▶ Exercise:
What lines below contain the string "halo"? List them all.

▶ Information given:
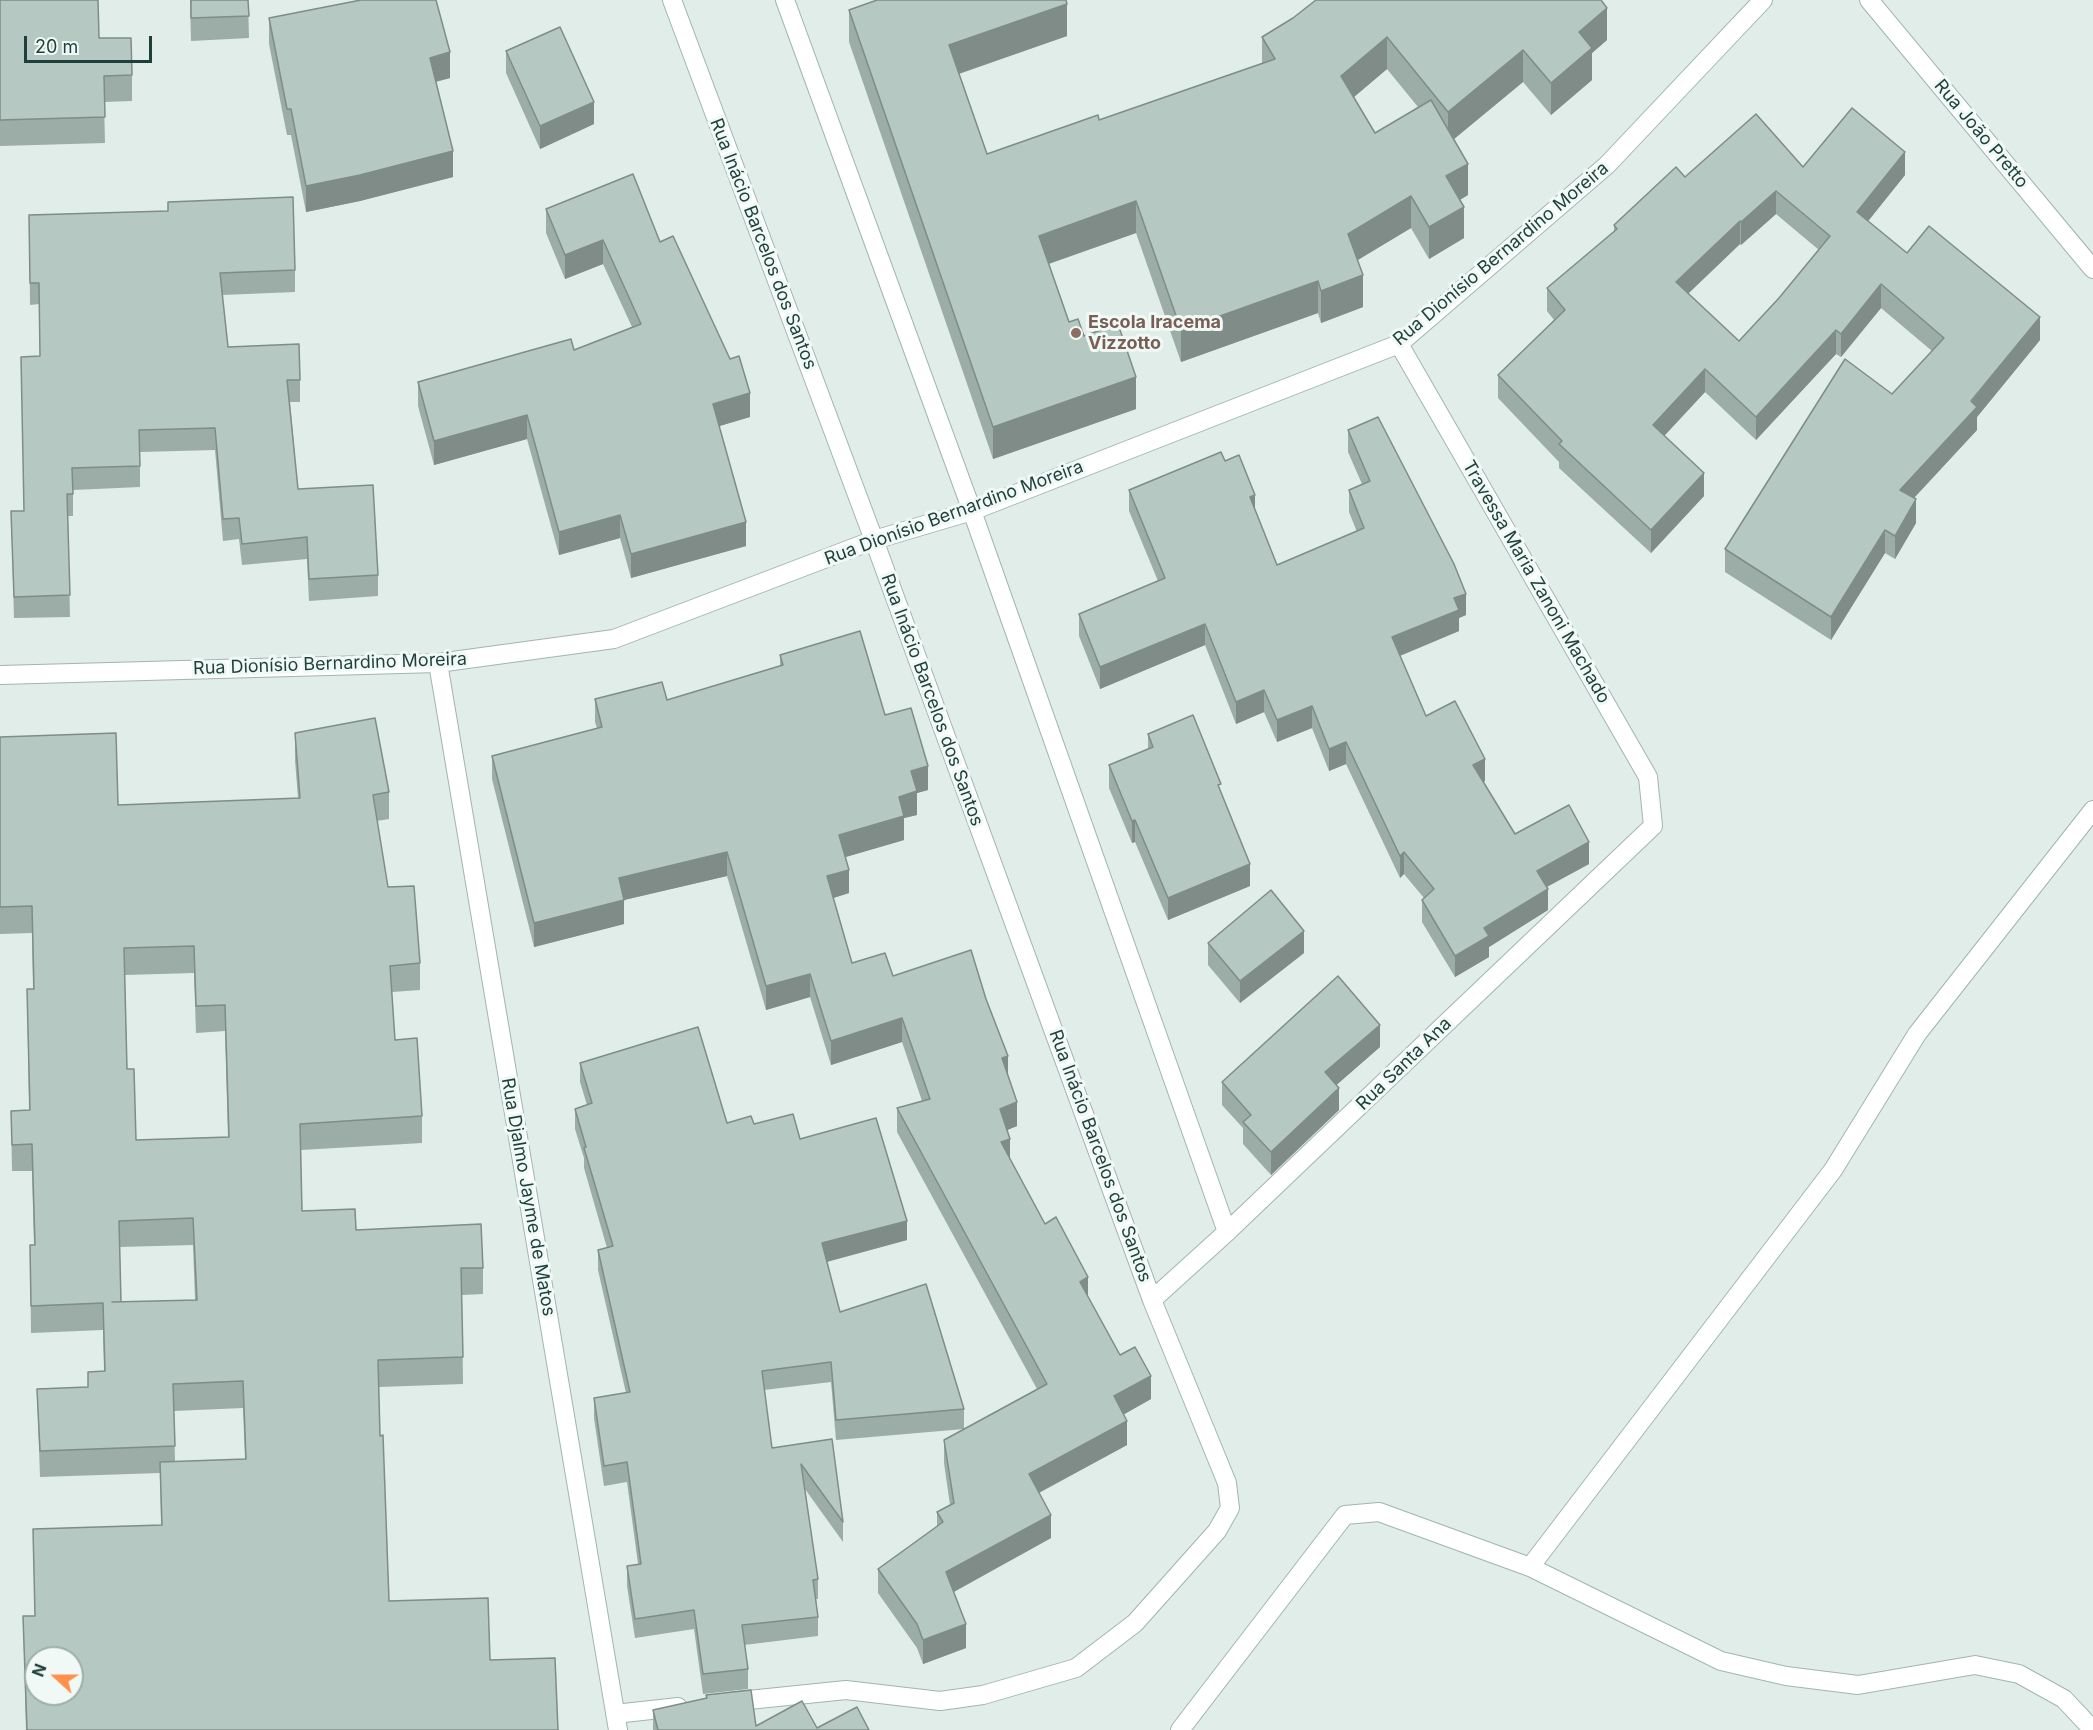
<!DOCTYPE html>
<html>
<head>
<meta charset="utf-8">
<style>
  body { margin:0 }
  #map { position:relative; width:2093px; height:1730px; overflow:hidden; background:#e0ede9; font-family:Inter,sans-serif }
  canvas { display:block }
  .north { position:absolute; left:24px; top:1646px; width:60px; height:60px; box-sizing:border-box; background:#f1f9f6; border:2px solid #9dafab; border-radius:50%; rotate:291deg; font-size:16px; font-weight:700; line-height:24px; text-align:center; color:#1f3f3b }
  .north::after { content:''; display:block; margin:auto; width:21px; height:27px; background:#ff904c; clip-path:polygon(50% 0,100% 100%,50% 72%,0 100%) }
  .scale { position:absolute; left:24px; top:36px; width:128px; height:27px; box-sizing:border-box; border:3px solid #1f3f3b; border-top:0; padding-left:8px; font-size:18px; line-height:21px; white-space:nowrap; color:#1f3f3b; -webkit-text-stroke:4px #f1f9f6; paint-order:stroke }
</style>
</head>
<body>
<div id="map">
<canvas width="2093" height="1730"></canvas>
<div class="north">N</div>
<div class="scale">20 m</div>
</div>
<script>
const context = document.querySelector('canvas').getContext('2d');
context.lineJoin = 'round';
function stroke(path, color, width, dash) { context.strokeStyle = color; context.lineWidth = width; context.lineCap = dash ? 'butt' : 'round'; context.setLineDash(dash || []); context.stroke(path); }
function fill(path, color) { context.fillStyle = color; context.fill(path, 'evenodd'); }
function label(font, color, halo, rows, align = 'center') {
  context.font = font + ' Inter,sans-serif'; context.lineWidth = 6; context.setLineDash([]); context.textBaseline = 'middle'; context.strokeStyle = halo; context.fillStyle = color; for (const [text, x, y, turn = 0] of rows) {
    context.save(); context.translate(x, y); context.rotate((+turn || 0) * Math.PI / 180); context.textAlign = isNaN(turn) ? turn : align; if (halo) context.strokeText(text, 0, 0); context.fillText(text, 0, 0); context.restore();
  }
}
const minor = new Path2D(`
  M672,0L874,540L1152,1300L1227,1483L1230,1508L1217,1531L1135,1623L1076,1668L983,1695L940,1701L846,1690L729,1702
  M785,0L972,511L1227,1232
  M1869,0L2093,269
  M438,663L618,1730
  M0,675L438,663L614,639L874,540L972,511L1399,344L1607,165L1763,0
  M1152,1300L1227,1232L1653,826L1648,777L1399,344
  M1530,1567L1833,1170L1917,1034L2093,810
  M615,1714L678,1707
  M1180,1730L1345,1515L1379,1512L1530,1567L1721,1661L1786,1676L1858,1685L1975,1665L2019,1674L2064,1699L2093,1730`);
const wall = new Path2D(`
  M0,0L99,38L132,75V101L104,102L105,143L0,146Z
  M190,0H248L249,38L191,41Z
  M849,10L1067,36L959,74L987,154L1099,120L1262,63V37L1293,18L1607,40L1592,53V80L1551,115L1523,82L1454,139L1468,195L1460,200L1464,238L1429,259L1411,228L1357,260L1363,307L1321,323L1318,313L1181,362L1136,233L1049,264L1069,322L1084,336L1136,409L993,459L849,42ZM1387,69L1418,107L1375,133L1354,97Z
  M269,18L450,78L436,82L453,177L360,201L306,212L291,135H287L269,44Z
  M506,51L594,124L540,149L506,73Z
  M1803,167L1905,175L1868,221L1907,253L2040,340L1977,417V430L1914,498L1916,523L1895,559L1885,553L1831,640L1725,572V549L1892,394L1932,351L1881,308L1841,357L1836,354L1756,440L1705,392L1664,436L1704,496L1651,553L1559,468V462L1498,398V375L1554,320L1547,311V288L1614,232V225L1685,177ZM1776,214L1819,250L1779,298L1739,341L1688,294L1740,244L1741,245Z
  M546,209L660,242L750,417L719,426L746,546L631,578L620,538L559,555L527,439L434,465L418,406V382L574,350L632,327L603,264L565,279L546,233Z
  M29,215L295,270V292L222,295L228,347L300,380V402H290L298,489L378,575V596L309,601L307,559L242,565L239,539L223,541L215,450L140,452V487L73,490V516H68L70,617L14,618L11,511H24L21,357L40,356L39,304L30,305Z
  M1348,430L1466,615L1459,618V631L1400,656L1426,716L1485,781L1483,782L1515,834L1589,864L1547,887L1548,910L1489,947V957L1455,977L1422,922V900L1424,898L1404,874L1400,878L1346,764L1329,771L1312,728L1277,742L1264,712L1236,724L1205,645L1100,689L1079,636V614L1158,581L1129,511V490L1225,461L1255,510L1277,565L1357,532L1349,512V490L1362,484L1348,452Z
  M780,655L885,715L928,790L917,793V815L904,818V840L845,857L849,893L833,898L852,963L893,976L1008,1075L1017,1126L1007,1130L1010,1159L1045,1224L1088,1297L1120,1355L1151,1399L1124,1414L1127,1445L1039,1493L1051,1538L954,1592L966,1648L923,1664L917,1648L878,1593V1569L937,1526V1512L950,1505L944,1463V1440L1037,1389L897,1132V1108L922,1101L902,1042L831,1065L810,997L766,1010L727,876L624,900V924L534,947L492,779V756L597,728L595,722V699L667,700L780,666Z
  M295,733L389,792V819L377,821L388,887L420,963V990L392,992L395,1040L422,1116V1143L301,1150L302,1211L356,1230L483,1268V1294L462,1295L463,1384L379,1387L380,1436L389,1601L490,1660L558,1730H26L23,1616H35L33,1529L161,1525L160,1473L40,1477L37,1389L88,1387L104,1371L103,1330L31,1333L30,1245H34L32,1171H12L11,1111L29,1110L27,989H33L32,933L0,934V737L118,805L298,798L295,760ZM194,973L196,1033L225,1031L228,1137L136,1140L127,1069L125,975ZM193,1245L195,1300L121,1302L120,1247ZM243,1408L245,1459L175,1462L174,1411Z
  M1148,734L1221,793L1250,886L1168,920L1135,842L1132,843L1109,788V765L1148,749Z
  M1208,943L1304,953L1240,1003L1208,965Z
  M1380,1047L1336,1085L1339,1110L1271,1175L1243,1144V1128L1222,1105V1082Z
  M580,1063L727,1123L754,1124L800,1139L907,1240L827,1262L840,1312L964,1409V1429L836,1440L831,1382L764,1390L772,1448L832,1439L843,1522V1542L805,1489L818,1579V1599H816L818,1617V1636L744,1645L748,1669V1689L703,1694L694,1629L635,1638L627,1586V1566L638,1564L627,1482L604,1486L594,1418V1398L626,1393L598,1270V1250L607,1248L584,1168V1158L575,1129V1109L587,1105L580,1082Z
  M653,1710L756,1726L869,1730H653Z`);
const shadedWall = new Path2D(`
  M1067,4V36L949,77V45Z
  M1607,8V40L1592,53V80L1551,115V83L1579,32Z
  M1387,37V69L1341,108V76Z
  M1523,50V82L1448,144V112Z
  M450,52V78L430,83V58Z
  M594,102V124L540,149V126Z
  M453,151V177L360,201L306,212V186Z
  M1905,152V175L1857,235V212Z
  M1468,164V195L1446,208V176Z
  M1776,191V214L1741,245V222Z
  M1411,196V228L1348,266V234Z
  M1136,201V233L1039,267V236Z
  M1464,207V238L1429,259V227Z
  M1740,221V244L1676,305V282Z
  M603,240V264L565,279V255Z
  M1363,275V307L1321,323V291Z
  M1318,281V313L1181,362V330Z
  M1881,284V308L1841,357V334Z
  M2040,317V340L1977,417V430L1900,513V490Z
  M1836,330V354L1756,440V417Z
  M1705,369V392L1653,448V425Z
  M1136,377V409L993,459V427Z
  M750,393V417L713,428V404Z
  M527,415V439L434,465V441Z
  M1704,473V496L1651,553V530Z
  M1255,495V517L1250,497Z
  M1916,499V523L1895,559V536Z
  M620,515V538L559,555V532Z
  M746,522V546L631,578V554Z
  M1885,530V553L1831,640V617Z
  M1466,594V615L1459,618V631L1392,659V637L1454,598Z
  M1205,624V645L1100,689V667Z
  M1264,690V712L1236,724V702Z
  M1312,706V728L1277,742V720Z
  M1346,742V764L1329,771V749Z
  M1485,759V781L1473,787V765Z
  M928,766V790L917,793V815L904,818V840L839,859V835L899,797L911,771Z
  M1135,820V842L1132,843V821Z
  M1589,842V864L1537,892V871Z
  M727,852V876L624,900V924L534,947V923L619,878Z
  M1404,852V874L1400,878V856Z
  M1250,864V886L1168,920V898Z
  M849,870V893L827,900V876Z
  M1548,889V910L1489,947V957L1455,977V956L1484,928Z
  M1304,931V953L1240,1003V981Z
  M810,974V997L766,1010V986Z
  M902,1018V1042L831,1065V1041Z
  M1380,1025V1047L1325,1095V1072Z
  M1008,1056V1079L1002,1058Z
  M1339,1088V1110L1271,1175V1152Z
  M1017,1102V1126L1000,1133V1109Z
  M1010,1139V1162L1001,1142Z
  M907,1221V1240L822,1263V1243Z
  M1088,1277V1301L1080,1282Z
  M1151,1376V1399L1114,1420V1396Z
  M1127,1421V1445L1029,1498V1474Z
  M1051,1515V1538L946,1596V1572Z
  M966,1624V1648L923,1664V1640Z`);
const building = new Path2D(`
  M0,0H98L99,38H131L132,75L104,76L105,117L0,120Z
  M191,0H248L249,16L191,18Z
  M361,0H436L450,52L430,58L453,151L360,175L306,186L291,109H287L269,18Z
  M877,0H1066L1067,4L949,45L987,154L1098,115L1099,120L1275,59L1262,37L1293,18L1316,0H1601L1607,8L1579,32L1592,48L1551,83L1523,50L1448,112L1387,37L1341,76L1375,133L1431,100L1468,164L1446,176L1464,207L1429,227L1411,196L1348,234L1363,275L1321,291L1318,281L1181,330L1136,201L1039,236L1069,322L1078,319L1084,336L1118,324L1136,377L993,427L849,10Z
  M560,27L594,102L540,126L506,51Z
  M1852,108L1905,152L1857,212L1907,253L1929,226L2040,317L1971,401L1977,407L1900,490L1916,499L1895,536L1885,530L1831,617L1725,549L1845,359L1892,394L1944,338L1881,284L1841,334L1836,330L1756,417L1705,369L1653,425L1704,473L1651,530L1559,444L1562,441L1498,375L1565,310L1547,288L1617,229L1614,225L1676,167L1685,177L1756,114L1803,167ZM1776,191L1830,236L1779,298L1739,341L1676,282L1740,221L1741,222Z
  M633,174L660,242L673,236L730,359L739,356L750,393L713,404L746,522L631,554L620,515L559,532L527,415L434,441L418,382L571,339L574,350L641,324L603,240L565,255L546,209Z
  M293,197L295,270L220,273L228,347L299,344L300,380H287L298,489L373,485L378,575L309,579L307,537L242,544L239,518L223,519L215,428L139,430L140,466L72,468L73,494H67L70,595L14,597L11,511H24L21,357L40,356L39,283H30L29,215L168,211V202Z
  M1378,417L1454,564L1466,594L1454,598L1459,610L1392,637L1426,716L1455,701L1485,759L1473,765L1515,834L1569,805L1589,842L1537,871L1548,889L1484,928L1489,936L1455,956L1422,900L1434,889L1404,852L1400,856L1346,742L1329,749L1312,706L1277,720L1264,690L1236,702L1205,624L1100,667L1079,614L1165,578L1129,490L1221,452L1225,461L1239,455L1255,495L1250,497L1277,565L1364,528L1349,490L1370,481L1348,430Z
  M860,631L885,715L911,708L928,766L911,771L917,791L899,797L904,816L839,835L849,870L827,876L852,963L885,953L893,976L971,950L986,999L1008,1056L1002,1058L1017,1102L1000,1109L1010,1139L1001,1142L1045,1224L1056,1217L1088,1277L1080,1282L1120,1355L1135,1347L1151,1376L1114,1396L1127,1421L1029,1474L1051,1515L946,1572L966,1624L923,1640L917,1624L878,1569L943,1522L937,1512L954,1503L944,1440L1047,1384L897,1108L930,1099L902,1018L831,1041L810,974L766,986L727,852L619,878L624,900L534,923L492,756L602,727L595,699L662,682L667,700L783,665L780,655Z
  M1193,715L1221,784L1218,785L1250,864L1168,898L1135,820L1132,821L1109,765L1153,747L1148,734Z
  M375,718L389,792L373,795L388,887L414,886L420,963L390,966L395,1040L417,1038L422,1116L300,1124L302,1211L355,1209L356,1230L481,1224L483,1268H461L463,1357L378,1360L380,1436L383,1435L389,1601L488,1598L490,1660L555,1658L558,1730H27L23,1616H35L33,1529L162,1525L160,1462L246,1459L243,1381L173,1384L175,1446L40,1451L37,1389L88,1387V1372L105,1371L103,1303L31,1306L30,1245H35L32,1144L12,1145L11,1111L30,1110L27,989H34L32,906L0,907V737L116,733L118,805L300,798L295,733ZM194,946L196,1006L225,1005L229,1137L136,1140L134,1069H127L124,948ZM193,1218L197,1300L112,1302H121L119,1221ZM36,1658H72V1694H36Z
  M1271,890L1304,931L1240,981L1208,943Z
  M1338,976L1380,1025L1325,1072L1339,1088L1271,1152L1243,1122L1251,1115L1222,1082Z
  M698,1027L727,1123L751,1116L754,1124L793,1114L800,1139L876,1118L907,1221L822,1243L840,1312L926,1284L964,1409L836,1420L831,1362L762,1371L772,1448L832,1439L843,1522L801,1464L818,1579L813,1580L818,1617L742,1625L748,1669L703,1674L694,1610L635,1619L627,1566L641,1564L627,1462L604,1466L594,1398L630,1392L598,1250L613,1246L584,1148L586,1147L575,1109L592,1103L580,1063Z
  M751,1690L756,1726L802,1701L817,1728L857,1707L869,1730H658L653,1710L707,1698L706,1695Z`);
const markers = [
  [1076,333,6,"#8d6e63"]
];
const streetNames = [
  ["Rua João Pretto",1981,134,50],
  ["Rua Inácio Barcelos dos Santos",763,244,69],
  ["Rua Dionísio Bernardino Moreira",1501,254,-40],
  ["Rua Dionísio Bernardino Moreira",954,513,-20],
  ["Travessa Maria Zanoni Machado",1536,582,60],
  ["Rua Dionísio Bernardino Moreira",330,664,-2],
  ["Rua Inácio Barcelos dos Santos",932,700,70],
  ["Rua Santa Ana",1404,1064,-44],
  ["Rua Inácio Barcelos dos Santos",1100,1156,70],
  ["Rua Djalmo Jayme de Matos",528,1197,80]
];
const educationNames = [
  ["Escola Iracema",1088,323],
  ["Vizzotto",1088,344]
];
stroke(minor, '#a2b5b1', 20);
stroke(minor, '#fff', 18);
fill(wall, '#9caca7');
fill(shadedWall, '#7f8c88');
fill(building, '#b5c8c2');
stroke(building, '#7f8c88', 1.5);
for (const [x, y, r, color] of markers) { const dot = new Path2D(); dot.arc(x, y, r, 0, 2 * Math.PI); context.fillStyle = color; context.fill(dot); stroke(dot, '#f1f9f6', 2); }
label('18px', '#1f3f3b', '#f1f9f6', streetNames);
label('bold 18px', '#785e54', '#f1f9f6', educationNames, 'left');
</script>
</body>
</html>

▶ Exercise solution:
function label(font, color, halo, rows, align = 'center') {
  context.font = font + ' Inter,sans-serif'; context.lineWidth = 6; context.setLineDash([]); context.textBaseline = 'middle'; context.strokeStyle = halo; context.fillStyle = color; for (const [text, x, y, turn = 0] of rows) {
    context.save(); context.translate(x, y); context.rotate((+turn || 0) * Math.PI / 180); context.textAlign = isNaN(turn) ? turn : align; if (halo) context.strokeText(text, 0, 0); context.fillText(text, 0, 0); context.restore();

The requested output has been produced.